I didn’t realize that “Never mind” is used in different cultures and in more definitive positive ways.
Bob and Fran German discovered the difference in this expression in Thailand…there it is called “Mai Pen Rai.” In the Thai language, it literally means “to put it out of your mind…it’s not important.”
One day they witnessed just how sincerely the people of Thailand mean what they say when they use this expression. Fran tells this story:
“Several years ago we were standing in front of a shop in Chiang Mai in northern Thailand waiting for a friend. A public bus had stopped near us. Behind the bus was a young man on a motor scooter. He couldn’t stop fast enough and his scooter slid on its side.
To our horror, he and the scooter slid under the bus. Of course, the driver had no idea of what had just happened and the bus pulled away. The young man then got up, brushed himself off, righted his scooter, said “Mai Pen Rai,” smiled and went on his way!
This outlook is built into the culture of this 95% Buddhist country. But we know first-hand that it can work everywhere else also. It’s up to us and the choices we choose.
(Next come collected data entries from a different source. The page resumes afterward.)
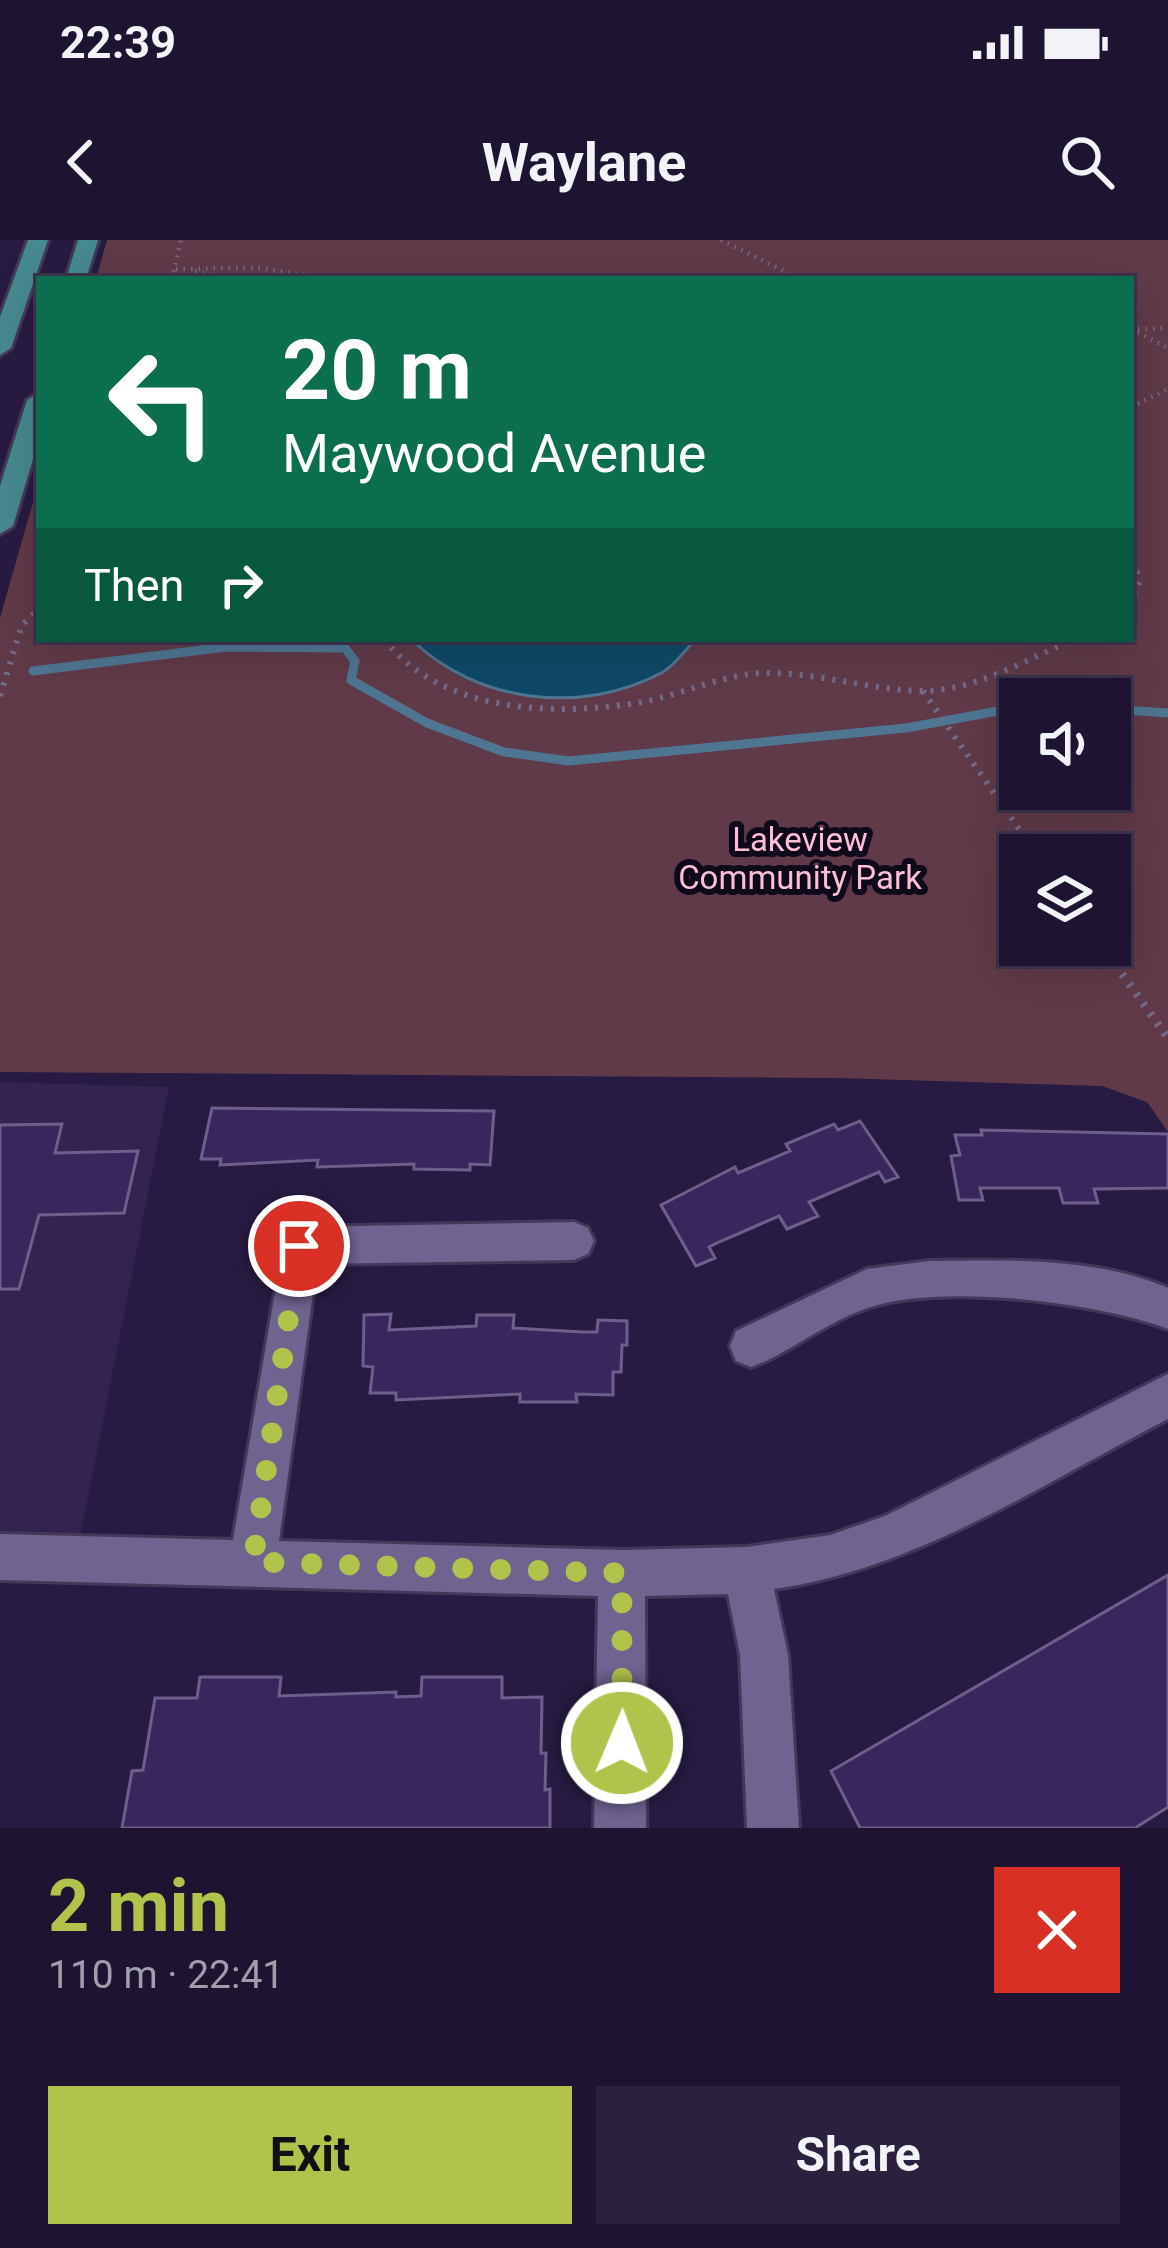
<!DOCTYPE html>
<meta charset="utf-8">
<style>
:root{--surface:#1e1432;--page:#2b213e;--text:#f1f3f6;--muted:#a19eac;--line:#3c334d;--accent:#b2c34c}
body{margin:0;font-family:Roboto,sans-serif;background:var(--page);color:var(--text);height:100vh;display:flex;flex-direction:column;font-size:45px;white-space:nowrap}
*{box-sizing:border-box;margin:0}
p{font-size:39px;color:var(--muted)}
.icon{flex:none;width:66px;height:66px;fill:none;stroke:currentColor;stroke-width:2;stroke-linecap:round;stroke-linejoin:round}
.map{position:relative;height:1588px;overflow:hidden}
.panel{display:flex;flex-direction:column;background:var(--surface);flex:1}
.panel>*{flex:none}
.banner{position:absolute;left:36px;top:36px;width:1098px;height:366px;border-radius:0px;box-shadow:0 12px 48px #0002,0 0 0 3px var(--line);background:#0b6e4f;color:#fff;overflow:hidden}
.buttons{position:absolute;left:999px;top:438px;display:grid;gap:24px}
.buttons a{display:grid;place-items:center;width:132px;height:132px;border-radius:0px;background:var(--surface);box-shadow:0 12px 48px #0002,0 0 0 3px var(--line);font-size:60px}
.pin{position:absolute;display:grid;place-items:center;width:102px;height:102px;color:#fff;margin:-51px;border:6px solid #fff;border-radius:50%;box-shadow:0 3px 12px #0007}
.me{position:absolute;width:132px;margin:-66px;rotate:1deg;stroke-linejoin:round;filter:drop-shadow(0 0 9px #0008)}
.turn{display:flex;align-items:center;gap:42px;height:252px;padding:0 48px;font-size:54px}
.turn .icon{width:156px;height:156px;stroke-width:2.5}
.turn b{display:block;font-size:84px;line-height:102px}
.then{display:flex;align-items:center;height:114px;padding:0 48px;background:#0003;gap:24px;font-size:45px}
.round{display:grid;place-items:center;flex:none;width:126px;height:126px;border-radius:0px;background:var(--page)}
.head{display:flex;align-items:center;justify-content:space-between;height:204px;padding:0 48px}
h1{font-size:72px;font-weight:700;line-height:90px;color:var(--accent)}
.cta{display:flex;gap:24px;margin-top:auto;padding:24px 48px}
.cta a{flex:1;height:138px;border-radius:0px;background:var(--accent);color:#111;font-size:48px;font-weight:700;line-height:138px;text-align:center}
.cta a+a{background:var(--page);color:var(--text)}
.status{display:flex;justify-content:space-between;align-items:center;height:84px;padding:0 60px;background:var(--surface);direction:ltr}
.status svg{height:33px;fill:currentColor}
header{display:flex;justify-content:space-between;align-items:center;height:156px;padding:0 48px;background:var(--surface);font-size:54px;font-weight:700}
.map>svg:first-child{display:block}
.built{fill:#332350}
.green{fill:#603a48;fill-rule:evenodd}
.water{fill:#0f4967;stroke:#4e7592;stroke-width:3}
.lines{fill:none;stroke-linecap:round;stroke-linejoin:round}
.stream{stroke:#4e7592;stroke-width:9}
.building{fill:#39265d;stroke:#6c5f8c;stroke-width:3}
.minor-casing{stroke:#443859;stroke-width:6}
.major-casing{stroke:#443859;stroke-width:6}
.path-far2{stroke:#746a8c;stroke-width:4.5;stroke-dasharray:1.5 6;stroke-linecap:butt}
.path-far1{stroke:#746a8c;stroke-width:6;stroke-dasharray:3 8;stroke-linecap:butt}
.path{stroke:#746a8c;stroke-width:8;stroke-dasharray:3 9;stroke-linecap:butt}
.minor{fill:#6f6390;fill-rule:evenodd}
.major{fill:#46898e;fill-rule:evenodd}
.route{stroke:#b2c34c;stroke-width:21;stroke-dasharray:0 37.8}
.labels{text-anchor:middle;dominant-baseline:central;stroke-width:12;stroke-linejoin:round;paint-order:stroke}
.park-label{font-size:33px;fill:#fcbfd4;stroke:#0f0a1b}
</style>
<div class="status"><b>22:39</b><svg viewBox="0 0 49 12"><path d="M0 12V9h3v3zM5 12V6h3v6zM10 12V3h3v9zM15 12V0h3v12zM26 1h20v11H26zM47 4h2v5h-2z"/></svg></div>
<header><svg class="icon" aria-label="back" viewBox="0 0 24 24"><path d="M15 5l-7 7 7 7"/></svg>Waylane<svg class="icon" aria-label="search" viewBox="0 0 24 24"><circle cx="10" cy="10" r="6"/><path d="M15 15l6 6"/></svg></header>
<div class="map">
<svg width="1168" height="1588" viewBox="0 0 1168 1588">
<rect width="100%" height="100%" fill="#281b43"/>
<!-- built -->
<path class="built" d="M0 842 169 847 76 1317H0Z"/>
<!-- green -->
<path class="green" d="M107 0H1168V892L1147 862 1102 846 838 838 0 832V378L39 241V399H1131V39H96ZM1020 459H1110V549H1020ZM1020 615H1110V705H1020Z"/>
<!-- water -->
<path class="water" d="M411 399H696C686 409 675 425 663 432 582 476 476 463 411 399Z"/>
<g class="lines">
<!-- stream -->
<path class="stream" d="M33 431 226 407 345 408 355 421 351 440 427 483 504 512 569 521 906 488 1020 467
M1110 469 1168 473"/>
</g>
<!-- building -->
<path class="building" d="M212 868 494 871 490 925 470 924V930L414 929V924L317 927 318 920 220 925 221 919H201Z
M860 881 898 937 885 942 879 932 809 962 818 976 787 989 779 976 719 1002 709 1007 715 1018 696 1026 661 965 735 927 738 933 790 911 786 904 834 884 838 890Z
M62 884 55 913 138 911 124 973 39 975 19 1049H0V885Z
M981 890 1168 894V948L1094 949 1098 963H1063L1059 948H980L983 960H959L951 916 960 915 955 895H982Z
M391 1074 389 1090 476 1086 477 1075H514L513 1088 583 1092H597L598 1080 627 1081V1105H622L621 1132H613V1155L576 1154 577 1162H520V1154L396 1160V1153H370L373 1127 363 1126 364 1075Z
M1168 1335V1567L1135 1588H860L831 1531Z
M200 1437H281L279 1456 396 1452V1457L421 1456 422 1437H502V1458L542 1457 541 1513H546L545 1550 550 1549V1588H122L132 1531 143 1530 155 1458H197Z"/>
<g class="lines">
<!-- minor casing -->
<g class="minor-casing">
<path id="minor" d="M574 982 588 988 594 1001 588 1014 574 1020 317 1024 279 1301 622 1310 747 1307 830 1295 885 1276 1168 1134V1179C1042 1244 916 1329 774 1349L788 1415 799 1588H747L740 1415 728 1354 645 1356 646 1588H594L598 1356 0 1340V1294L233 1300 285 993 299 987Z
M929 1021C1007 1020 1096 1017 1168 1048V1089C1099 1062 935 1042 865 1069 830 1081 799 1105 766 1121L751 1127 736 1121 730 1106 736 1091 867 1029Z"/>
</g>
<!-- major casing -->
<g class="major-casing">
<path id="major" d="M28 0H48L11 108 0 115V77Z
M78 0H98L86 39H66Z
M39 153V199L13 286 0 294V246L27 160Z"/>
</g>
<!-- path-far2 -->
<path class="path-far2" d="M721 0 800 39
M176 29 260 28 330 39
M195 31 228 39
M172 39 181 0
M631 39H641
M1131 89 1168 108
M1138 89 1168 88
M1131 167 1168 149"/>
<!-- path-far1 -->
<path class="path-far1" d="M1131 310 1139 342 1131 365
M384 399C442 475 562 477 647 461 685 453 726 434 763 433 815 432 867 449 919 451 973 452 1026 420 1074 399
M923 451 1033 609
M0 456 22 385 39 369"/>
<!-- path -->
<path class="path" d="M1031 606 1037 615
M1101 705 1168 798"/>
<!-- minor -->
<use href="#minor" class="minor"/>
<!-- major -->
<use href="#major" class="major"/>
</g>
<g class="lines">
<!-- route -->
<path class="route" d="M299 1006 253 1322 622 1333V1503"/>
</g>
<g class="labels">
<!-- park labels -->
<g class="park-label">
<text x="800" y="599">Lakeview<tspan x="800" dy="38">Community Park</tspan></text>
</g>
</g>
</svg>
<div class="buttons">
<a><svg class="icon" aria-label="sound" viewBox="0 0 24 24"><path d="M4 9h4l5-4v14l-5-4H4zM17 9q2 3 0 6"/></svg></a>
<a><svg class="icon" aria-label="layers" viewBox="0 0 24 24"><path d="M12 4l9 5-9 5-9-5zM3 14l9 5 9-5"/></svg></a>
</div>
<div class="pin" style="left:299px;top:1006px;background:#d93025"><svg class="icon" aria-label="arrive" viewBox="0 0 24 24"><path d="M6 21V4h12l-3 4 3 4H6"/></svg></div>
<svg class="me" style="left:622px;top:1503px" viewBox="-20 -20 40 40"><circle r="17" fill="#b2c34c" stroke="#fff" stroke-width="3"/><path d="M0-11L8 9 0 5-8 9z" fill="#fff"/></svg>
<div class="banner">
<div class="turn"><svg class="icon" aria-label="left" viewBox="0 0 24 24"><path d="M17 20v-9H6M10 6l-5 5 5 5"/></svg><div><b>20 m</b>Maywood Avenue</div></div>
<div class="then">Then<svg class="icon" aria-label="right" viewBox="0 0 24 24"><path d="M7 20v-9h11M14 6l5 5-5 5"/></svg></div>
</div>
</div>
<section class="panel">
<div class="head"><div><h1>2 min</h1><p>110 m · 22:41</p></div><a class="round" style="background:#d93025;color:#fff"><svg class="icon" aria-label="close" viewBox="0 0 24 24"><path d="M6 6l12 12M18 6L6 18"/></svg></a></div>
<div class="cta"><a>Exit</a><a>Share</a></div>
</section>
So until tomorrow…the next time the cable man is late, someone cuts you off in traffic, you accidentally delete something important off your computer, etc. just say “Mai Pen Rai” and put it out of your mind. In the end, in the big picture, it really wasn’t that important.
“Today is my favorite day” Winnie the Pooh
*Brooke is the epitome of how “Never Mind” should be used. I told her that my eye doctor said I needed to have my eyes “zapped” again and she asked when ….I told her…and here she is…to drive me to the surgery center today.
When I told her I was sure some neighbors could take me and she had her new granddaughter to keep…she said “Never mind”…I am going to take you.” So “Never Mind” to what others may say or do…have friends like Brookie and you never are alone.
As we waited for supper to warm…Brooke and I had a glass of wine and watched the new moon form…the South Carolina crescent moon…how beautiful it was.